The number of children adopted annually in England and Wales rose by almost 10 per cent between 2011 and 2012, official figures published tomorrow show.
It is the largest annual increase in adoptions in the 15 years that statistics have been collated. Child welfare experts believe Government pressure on local authorities to increase their numbers and reduce bureaucracy may be behind the rise. More than 5,200 children were given parents in 2012, an increase of 9.8 per cent on 2011.
In May 2012 the Government announced they would be giving local authorities score cards which rated their performance on adoption. Two months earlier, the Coalition published its Action Plan for Adoption, which included the demand that local authorities were much faster at putting children on the register. Some 63 per cent of those adopted were aged between one and four years, up from 62 per cent in 2011. The percentage of children adopted who were born outside marriage has also increased from 82 per cent in 2011 to 85 per cent last year.
The Department for Education last year said it was “determined to see more children considered for adoption, particularly those that were previously overlooked.” Since November it has introduced further measures, including a faster approval process for adopters and a legal obligation for all adoption agencies to refer prospective adopters to the Adoption Register within three months of approval.
Hugh Thornbery, chief executive of the charity Adoption UK, said: “It is encouraging the number of adoption orders increased in 2012. Adoption offers positive outcomes for children from the care system, providing them with a permanent family that many of them might not have if they remained in the care system.”
He warned, however, that if the support wasn’t improved for the increased numbers of adopters coming forward, then the Government might create problems for the next generation of adoptive families. “We need to remain committed to recruiting more adoptive parents but it is important to remember that any focus on recruiting adopters must go hand-in-hand with good support packages, both to encourage new adopters and ensure the long-term success of adoptive placements.”
A Department for Education spokeswoman said: “We welcome any rise in the rate of adoption. In England, too many children are waiting too long for loving, stable families. We are overhauling the system – simplifying the process for parents who want to adopt and giving them clear, independent information. We have also been clear that we expect councils to recruit more adopters and provide children with loving homes swiftly.”
In January the Government introduced a £150m grant for local authorities to spend on adoption recruitment reform and Voluntary Adoption Agencies were given almost £16m last month to expand.
Nick Parkes, adoption manager at Action for Children, said: “We’re pleased to see that more children are finding permanent, loving homes across England and Wales. We now need to build on this, and keep focused on finding the best possible placement for each and every child.”
Nicola Marshall, 43, from Halesowen, Dudley, adopted three siblings with her husband Ashley.
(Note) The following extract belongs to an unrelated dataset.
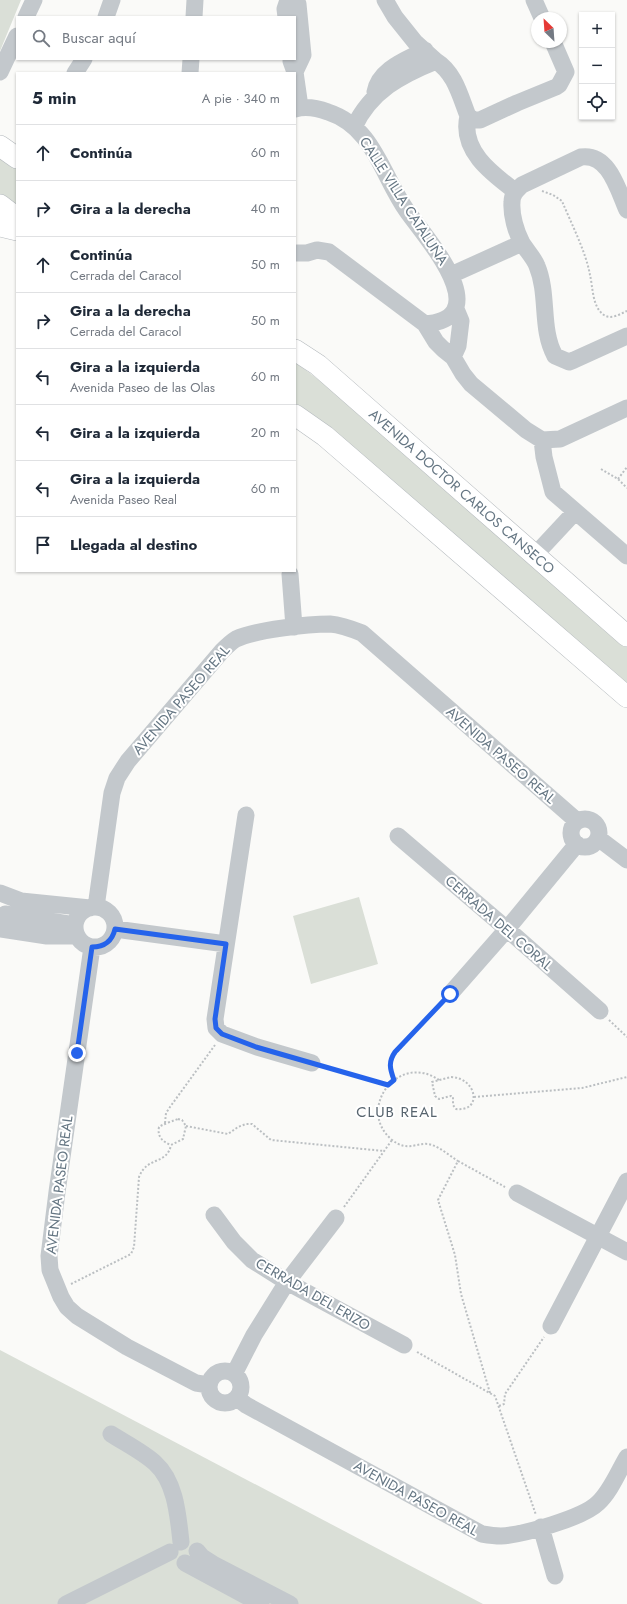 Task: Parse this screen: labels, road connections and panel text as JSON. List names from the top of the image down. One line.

“The children were four, five and six when we first adopted them and we’ve had them for five years now. The process from applying to adopt to when they came to live with us took three years. It took so long. Thankfully it’s not like that now.
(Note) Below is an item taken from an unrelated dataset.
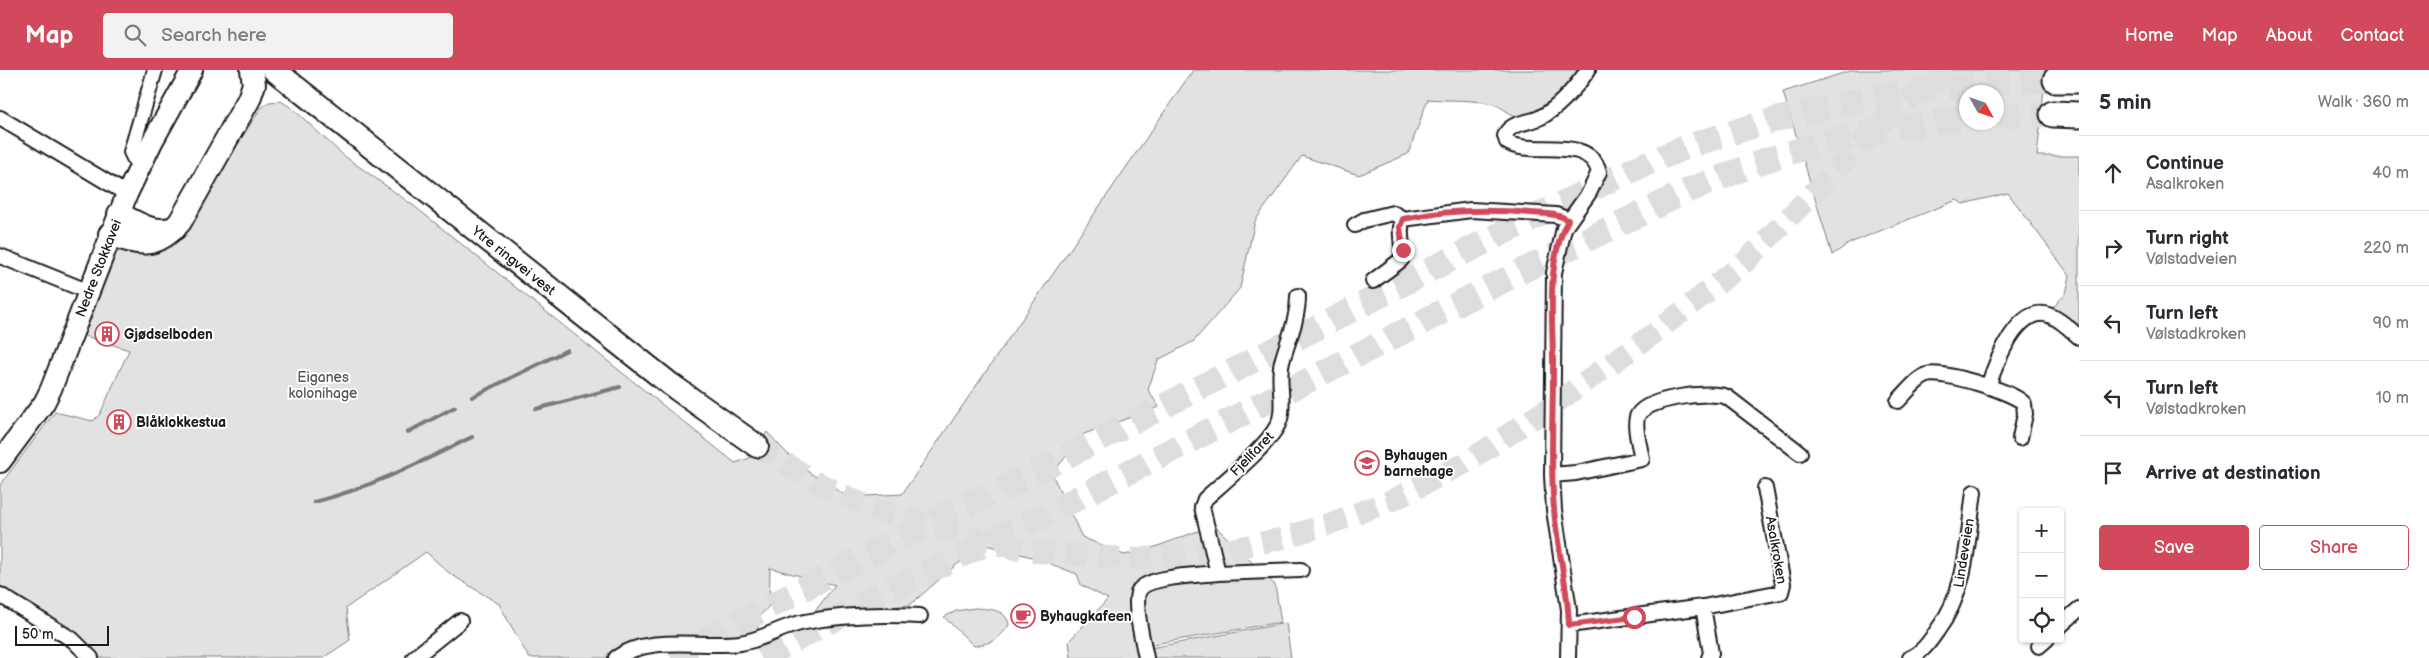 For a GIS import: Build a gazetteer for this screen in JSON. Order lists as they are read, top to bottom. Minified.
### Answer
{"streets":{"main road":["Ytre ringvei vest","Nedre Stokkavei"],"street":["Fjellfaret","Asalkroken","Lindeveien"]},"parks":["Eiganes kolonihage"],"places":{"building":["Gjødselboden","Blåklokkestua"],"school or university":["Byhaugen barnehage"],"cafe":["Byhaugkafeen"]},"scale_bar":"50 m","north":"bottom right","page":{"header":"Map","search":"Search here","nav":["Home","Map","About","Contact"],"heading":["5 min","Walk · 360 m"],"list":[["Continue","Asalkroken","40 m"],["Turn right","Vølstadveien","220 m"],["Turn left","Vølstadkroken","90 m"],["Turn left","Vølstadkroken","10 m"],"Arrive at destination"],"map_buttons":["+","−"],"buttons":["Save","Share"],"scale":"50 m"}}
“Some of the reasons for waiting were understandable, but a lot of it was a waste of time. It was bureaucracy, people losing papers and social workers being off and new ones assigned. We had to write a letter of complaint to the local authority because they dragged their feet for so long.
“Once we’d identified the children we were going to be matched with it should have been a smooth process, but it took from November until mid May. That was despite us already knowing the foster carers and having been the only people who expressed an interest.”